What evidence do you see of the continuing downturn in availability of funding for the SME sector, which recent statistics indicate is continuing to struggle?
There is clearly a deterioration in the availability of loan finance provided to SMEs. Banks have become quite cautious, also due to the increase in regulatory requirements.
We sense that from the middle of the year to autumn there has been a slight slowing down of confidence. Looking at the equity market, statistics reveal that the shortage of risk capital continues.
Overall, the situation of SMEs is really tight when trying to access finance so that there is an unresolved flight to quality.
How are you rolling out angel financing co-investments to try and improve this form of financing in Europe?
With each of our operations, we are not only committing own resources or resources that we manage on behalf of a broad range of mandators – we are striving to also mobilise private investments in order to stimulate the market.
Business angels are important and active market players. They have efficient investment processes and long-term visions, and as individual investors they are generally less likely to pull out in a downturn. The European Angels Fund which we have launched this year as a €70-million pilot project in Germany provides business angels the opportunity to invest into innovative SMEs and to obtain a 50% co-investment through the European Angels Fund.

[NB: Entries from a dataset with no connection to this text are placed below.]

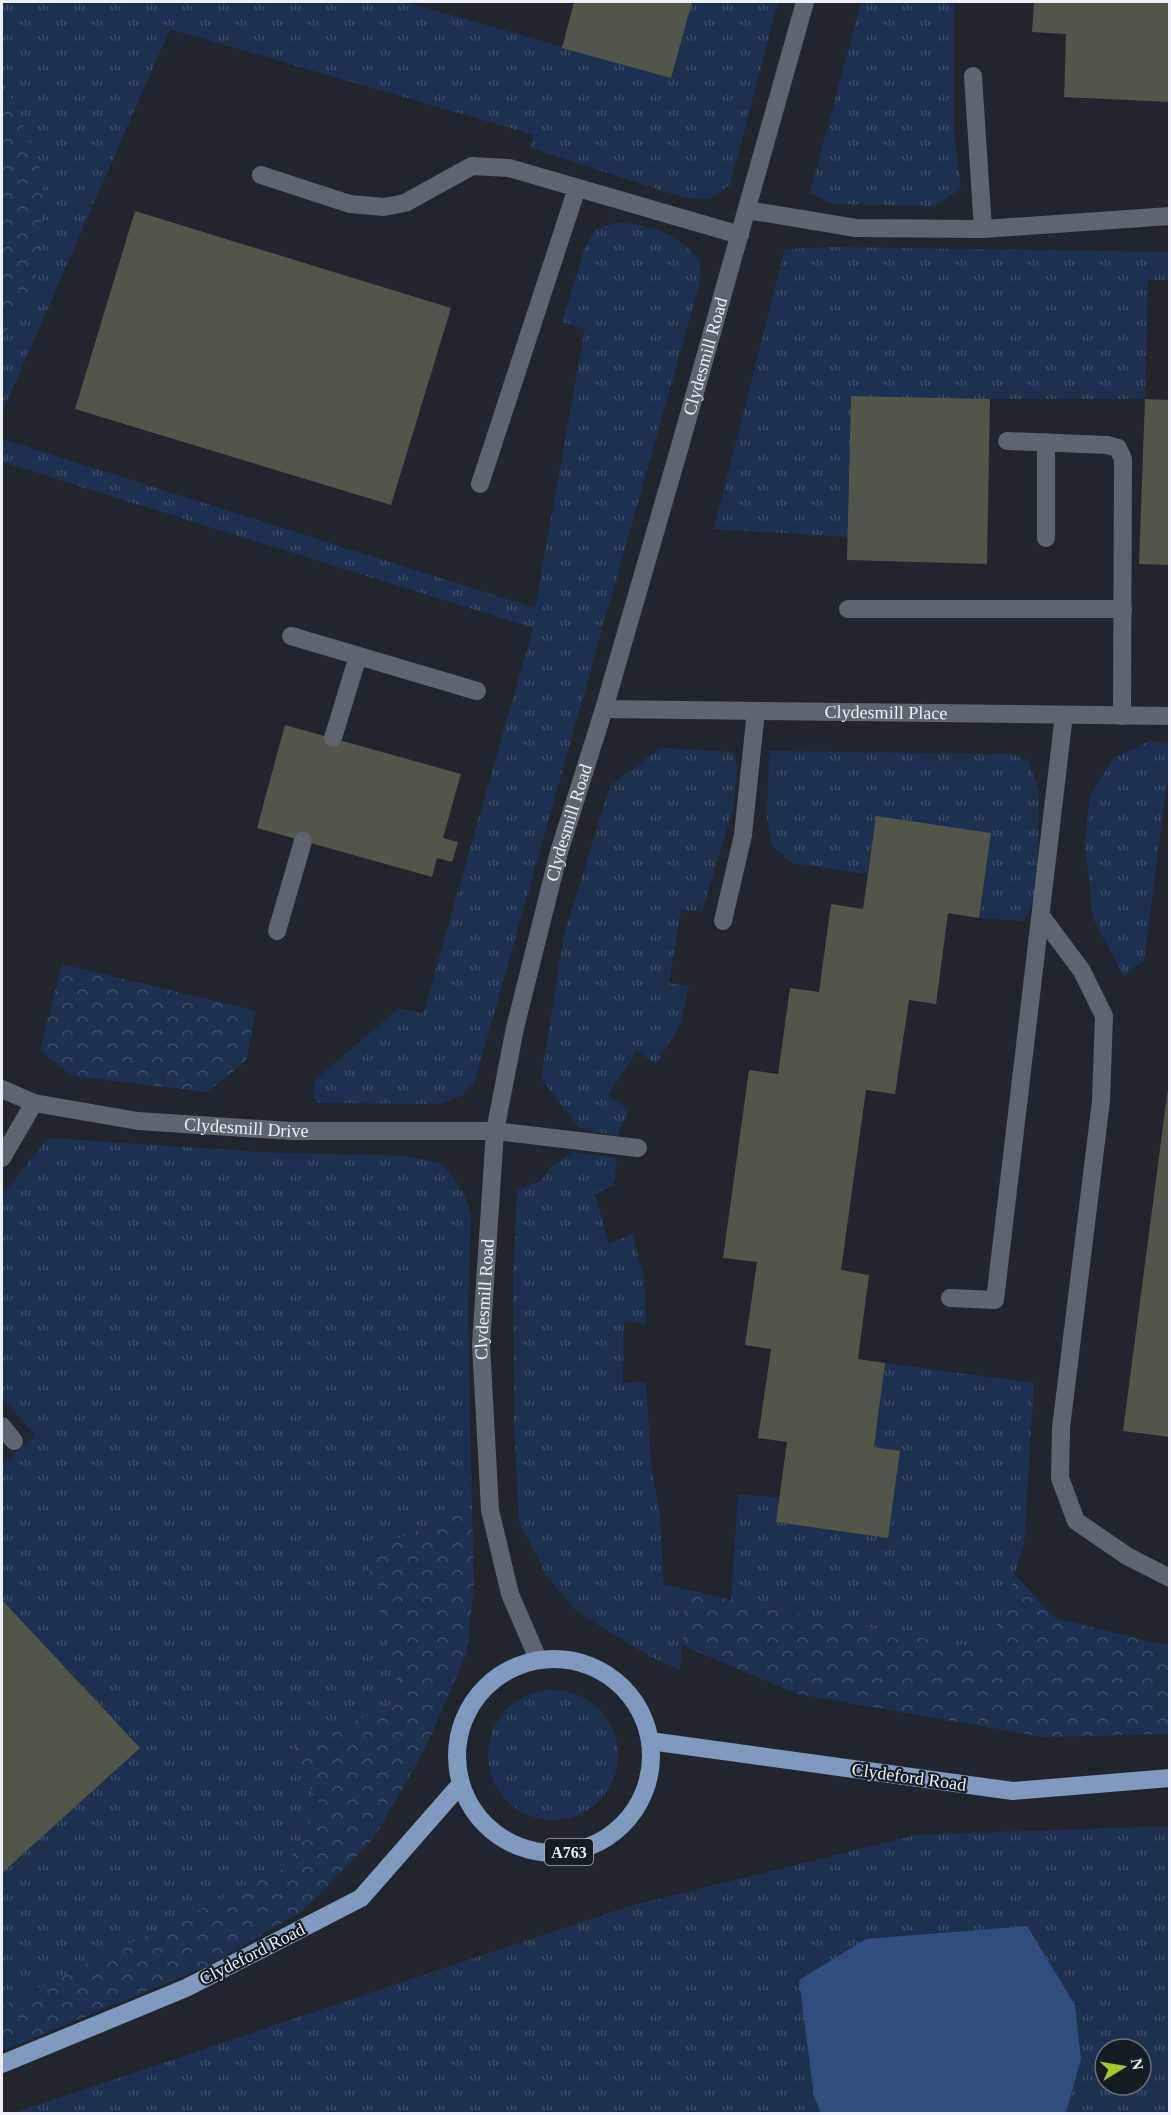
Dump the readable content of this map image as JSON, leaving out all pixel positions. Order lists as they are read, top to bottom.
{
  "streets": {
    "main road": ["Clydeford Road", "A763"],
    "street": ["Clydesmill Road", "Clydesmill Place", "Clydesmill Drive"]
  },
  "crossings": [
    ["Clydesmill Road", "Clydesmill Place"],
    ["Clydesmill Road", "Clydesmill Drive"],
    ["Clydesmill Road", "Clydeford Road"],
    ["Clydesmill Road", "A763"],
    ["Clydeford Road", "A763"]
  ],
  "north": "right"
}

The particularity of this scheme is that the investment decisions are exclusively taken by the business angels, based on a pre-agreed co-investment framework agreement. As the market response has been very positive, we are currently working on expanding this scheme and launching similar initiatives in Spain and Austria in the upcoming months.
How do you see the role of your organisation changing over the next couple of years, both in terms of budget and organisation for investments?

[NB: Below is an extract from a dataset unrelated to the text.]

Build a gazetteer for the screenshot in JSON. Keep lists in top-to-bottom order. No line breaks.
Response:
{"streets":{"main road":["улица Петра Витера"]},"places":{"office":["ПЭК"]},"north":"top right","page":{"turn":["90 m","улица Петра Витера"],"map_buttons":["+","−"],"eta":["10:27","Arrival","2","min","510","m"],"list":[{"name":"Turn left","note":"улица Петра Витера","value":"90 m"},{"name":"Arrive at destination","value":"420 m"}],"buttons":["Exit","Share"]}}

The EIF has a counter-cyclical role: over the past four years, since the collapse of Lehman Brothers ushered in the crisis, we have tripled our equity commitments and doubled our guarantee volumes. Talking in figures: We have committed €1.1 billion in equity in 2011 which catalysed €6 billion in new risk finance for Europe`s SMEs. We have also committed €1.4 billion in portfolio guarantees which resulted in stimulating new loan portfolios of €7.6 billion.
EVCA Statistics demonstrate that the share of public resources has increased significantly since the onset of the crisis, and the EIF contributes about 50% of the public money currently invested in Europe.
As the effects of the financial crisis are likely to continue, we are striving towards achieving a balanced and sustainable equity ecosystem by stimulating private sector investments. This also includes investments with new partners, such as corporate investors, to target specific sectors and helping them to leverage their own investments.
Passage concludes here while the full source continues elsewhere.